# What the task requires:
Work out how many lines of the records hold the string "Coconut", and reply with that number alone.

--- Record excerpts Enclosed Below ---

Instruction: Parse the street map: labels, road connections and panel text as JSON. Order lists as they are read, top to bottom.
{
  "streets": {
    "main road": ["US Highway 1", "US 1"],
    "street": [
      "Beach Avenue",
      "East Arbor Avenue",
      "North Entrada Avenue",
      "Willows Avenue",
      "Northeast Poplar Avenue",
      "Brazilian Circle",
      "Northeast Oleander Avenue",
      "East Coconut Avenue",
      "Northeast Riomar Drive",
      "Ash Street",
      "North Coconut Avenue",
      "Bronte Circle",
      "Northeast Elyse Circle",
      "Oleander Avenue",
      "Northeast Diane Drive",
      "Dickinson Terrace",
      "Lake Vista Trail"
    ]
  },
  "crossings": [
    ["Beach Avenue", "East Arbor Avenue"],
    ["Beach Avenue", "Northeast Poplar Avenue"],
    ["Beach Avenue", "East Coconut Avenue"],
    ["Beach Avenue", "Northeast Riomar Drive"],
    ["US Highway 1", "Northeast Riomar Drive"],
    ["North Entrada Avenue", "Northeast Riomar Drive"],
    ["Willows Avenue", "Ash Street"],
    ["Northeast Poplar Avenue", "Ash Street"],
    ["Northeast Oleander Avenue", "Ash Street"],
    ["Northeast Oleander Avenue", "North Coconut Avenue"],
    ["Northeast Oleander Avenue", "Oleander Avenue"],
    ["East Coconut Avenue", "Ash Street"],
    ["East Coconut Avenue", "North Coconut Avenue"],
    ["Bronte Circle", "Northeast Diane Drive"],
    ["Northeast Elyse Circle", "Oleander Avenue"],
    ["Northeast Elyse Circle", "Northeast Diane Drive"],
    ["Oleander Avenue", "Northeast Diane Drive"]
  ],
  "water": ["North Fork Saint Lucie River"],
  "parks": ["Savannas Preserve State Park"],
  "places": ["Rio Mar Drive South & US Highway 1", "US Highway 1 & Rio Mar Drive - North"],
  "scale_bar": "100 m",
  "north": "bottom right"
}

--- End of Enclosed Record excerpts ---

# Output below:
6